Thymus gland works to prevent miscarriage, diabetes in pregnant women

An international research team led by the University of British Columbia (UBC) has discovered for the first time the importance of a small gland behind the sternum that works to prevent miscarriage and miscarriage. diabetes in pregnant women.

The thymus is the organ, which was identified in a study published today in the journal Nature as playing an important role in metabolic control and immunity in pregnancy.

How the immune system is changing to support both mother and fetus has been a concern for researchers for decades. The study – conducted by an international research team, comprising Drs. Josef Penninger at UBC – reveals response. The researchers have found that female sex hormones direct important changes in the thymus, a key organ of the immune system, to produce specific cells called Tregs to counteract the resulting physiological changes. the crop in pregnancy.

The researchers also identified RANK, a receptor expressed in a part of the thymus called the epithelium, as the main molecules behind this mechanism.

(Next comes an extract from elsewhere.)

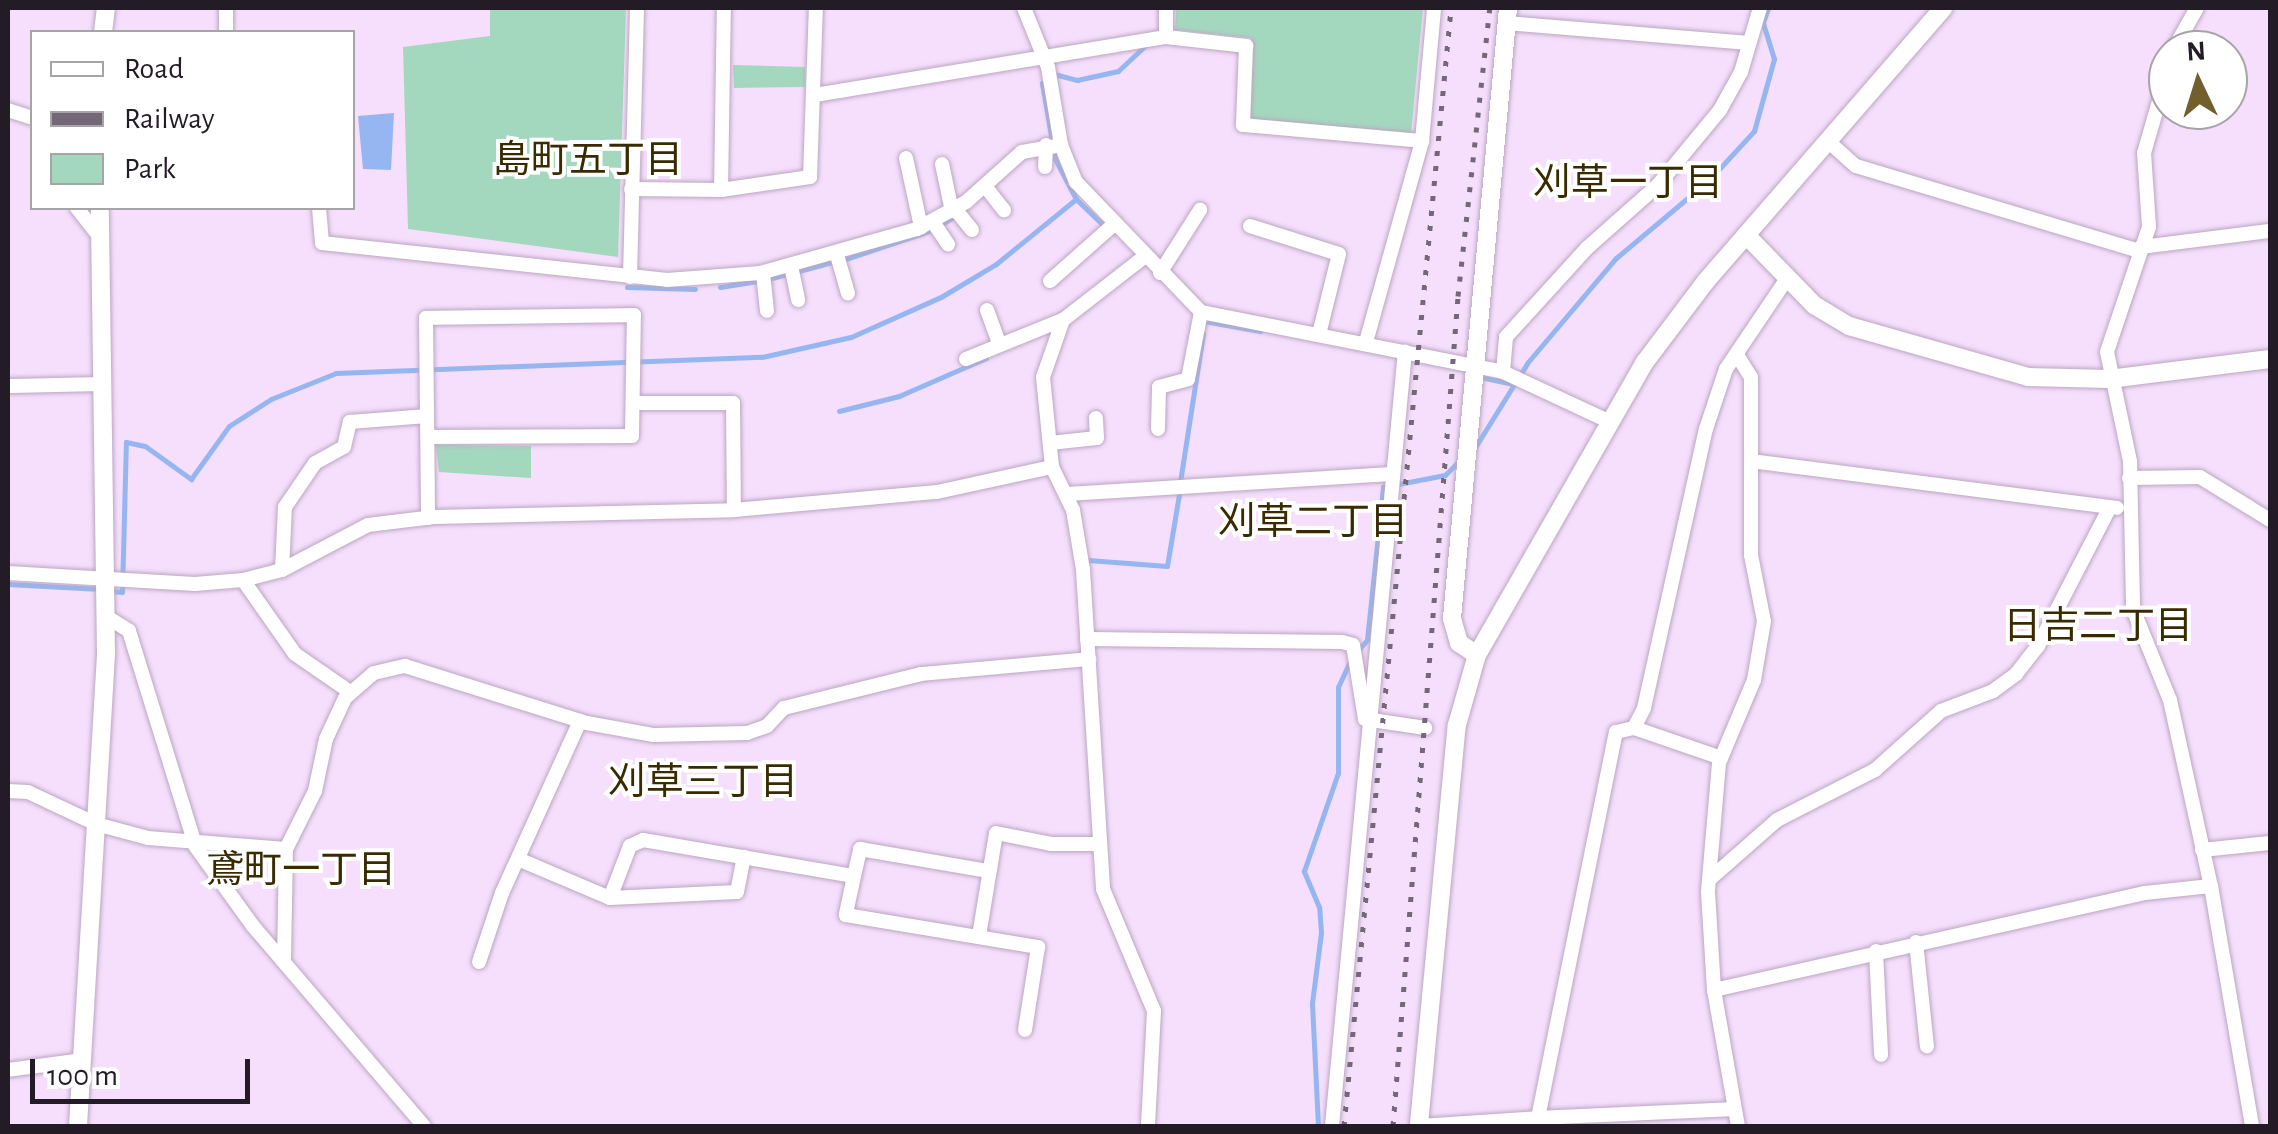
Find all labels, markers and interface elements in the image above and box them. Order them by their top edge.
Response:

We knew that RANK was expressed in the thymus, but its role in pregnancy was unknown.. “

Dr. Josef Penninger, Senior Research Author and Professor, Department of Medical Genetics and Director of the Institute of Life Sciences, University of British Columbia

To gain a better understanding, the authors studied mice where RANK was excised from the thymus.

“The absence of RANK prevented Tregs from being excreted in the thymus during pregnancy. As a result there were fewer Tregs in the placentas, leading to high levels of miscarriage,” said the lead author of the study, Dr. Magdalena Paolino, assistant professor in the field of medicine. at the Karolinska Institute.

The findings also offer new molecular perspectives on the development of diabetes during pregnancy, known as gestational diabetes, a disease that affects about 15 percent of pregnant women across the world. the world, and about which scientists still do not know much.

In a healthy pregnancy, the researchers found that Tregs moved to maternal fat tightening to prevent inflammation and help control glucose levels in the body. Pregnant mice lacking RANK and many other signs of gestational diabetes had high levels of glucose and insulin, including higher-than-average juveniles.

“Like the babies of pregnant women with diabetes, the newborn pups were much heavier than average,” says Dr. Paolino.

The lack of Tregs during pregnancy also led to long-term intergenerational effects on the children. Puppies were still susceptible to diabetes and obesity throughout their lives. Providing the mice derived from thymus with RANK mice separated from pregnancy by a normal child eliminated their health issues, including premature birth and maternal glucose levels, and also normalize the body weights of the pups.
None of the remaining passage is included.